If the following turns out to be a homework question, great! Just tell me what course, textbook (or online accessible .pdf) and page number has the problem, and I'll go check it out.

Let $m$ and $k$ be integers with $k \gt e^m \geq 1$. I am considering two expressions in variables $x_i$, and looking at the partial sums with monomials of degree at most $m$, which I note by $\cong_m$. (So if any term like, say, $x_hx_i^{m-1}x_j$ occurs in my sum, I toss that term and consider what is left with $\cong_m$.) The question in brief is: $$\prod_{0 \leq i \leq k}(1 - x_i) \cong_m \prod_{1 \leq j}(\sum_{0 \leq l} [ - \sum_{0 \leq i \leq k}(x_i)^j/j ]^l/l! ) ?$$

Here is some background and motivation. I rewrite the above question in terms of elementary symmetric polynomials in the $x_i, 0\leq i \leq k$.
In order to have enough terms to make sense, assume $k$ is as large as needed. (Likely I just need $k > e^{e^m}$, but it would be nice to know if, say, just $k \gt m^2$ will do.) Let us write $q_j$ for $ \sum_{0 \leq i \leq k} (x_i)^j/j $. This is $p_j/j$, or the $jth$ power symmetric polynomial divided by $j$. Let us also write $XP_m(t)$ for some polynomial $t$ to be the formal expression (which we will chop off after the terms get too big) $\sum_{0\leq j \leq m} (-t)^j/j!$, after the series expansion for $e^{-t}$. For the left hand side, we rewrite it in terms of the elementary symmetric polynomials $e_j$, which is the sum over all $j$-sets (not $j$-tuples) $\{i_1, \ldots , i_j\}$ of $\{0,\ldots,k\}$ of the monomials $x_{i_1}\ldots x_{i_j}$. I also declare $e_0=1$. Now the left hand side is written as a sum, and as I am concerned only with that part containing monomials of total degree at most $m$, I can limit the summation indices and the question now becomes:

$$\sum_{ 0 \leq i \leq m} (-1)^ie_i \cong_m \prod_{1\leq j \leq m} XP_m(q_j) ?$$

If I had facility with any computer algebra system, I would have tried it there first before asking here. I have verified the equality for small $m$, and would like a reference to a proof, or disproof. Also, Newton's identities $je_j = \sum_{1\leq i \leq j}(-1)^{i-1}p_ie_{j-i}$ give me some hope that the above is true, but I have not found a derivation.

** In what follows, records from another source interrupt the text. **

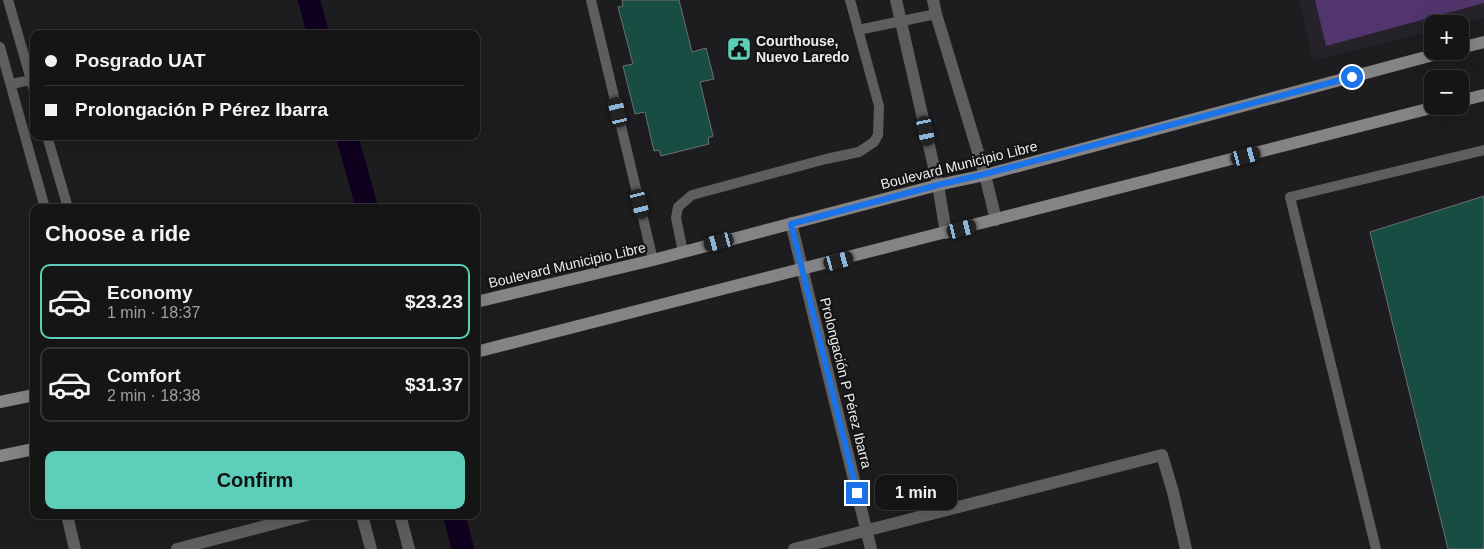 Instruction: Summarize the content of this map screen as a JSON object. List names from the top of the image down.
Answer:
{
  "streets": {
    "main road": ["Boulevard Municipio Libre"],
    "street": ["Prolongación P Pérez Ibarra"]
  },
  "crossings": [
    ["Boulevard Municipio Libre", "Prolongación P Pérez Ibarra"]
  ],
  "places": {
    "public building": ["Courthouse, Nuevo Laredo"]
  },
  "page": {
    "map_buttons": ["+", "−"],
    "banner": ["Posgrado UAT", "Prolongación P Pérez Ibarra"],
    "heading": "Choose a ride",
    "list": [
      {
        "name": "Economy",
        "note": "1 min · 18:37",
        "value": "$23.23"
      },
      {
        "name": "Comfort",
        "note": "2 min · 18:38",
        "value": "$31.37"
      }
    ],
    "buttons": "Confirm",
    "bubble": "1 min"
  }
} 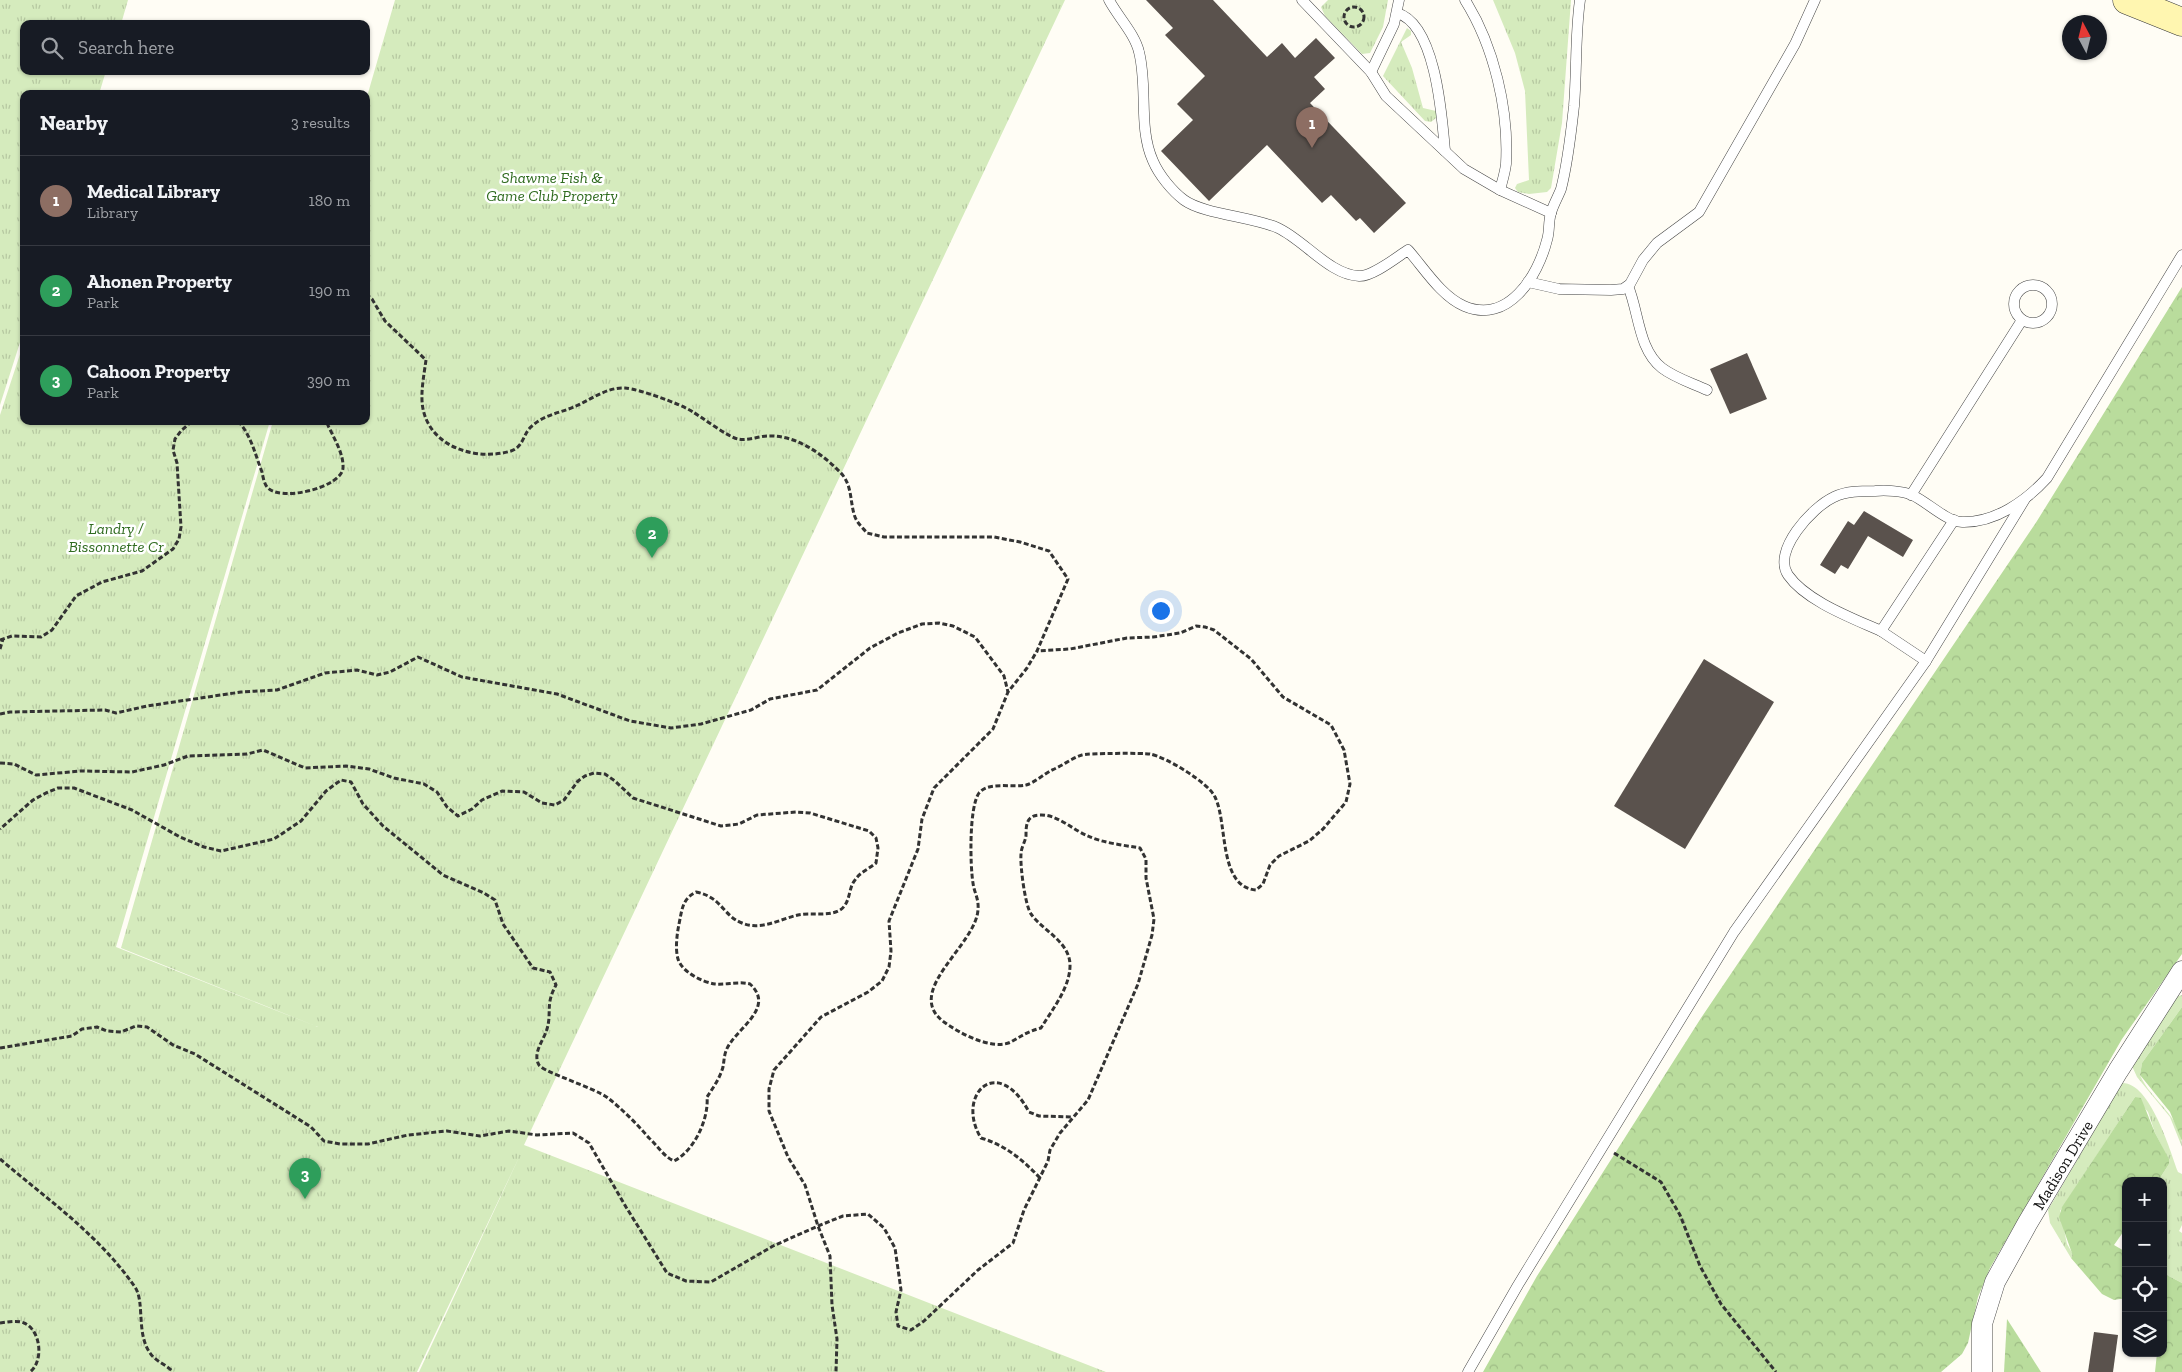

My motivation is in exploring the limits of an argument I learned in a paper of Harlan Stevens. He uses the left hand side with prime reciprocal values for the $x_i$, and looks for the smallest odd integer m such that the sum is positive, but all partial sums for smaller odd positive integers are negative, so in particular $q_1=p_1\gt 1$ for interesting examples.
If it is true, I hope to show that the smallest odd positive $m$ that gives a positive partial sum implies $p_1 \gt Cm$ for some real constant $C$, which would then tell me that this argument is limited to showing upper bounds no tighter than $Ak^{B\log\log k}$, and no smaller.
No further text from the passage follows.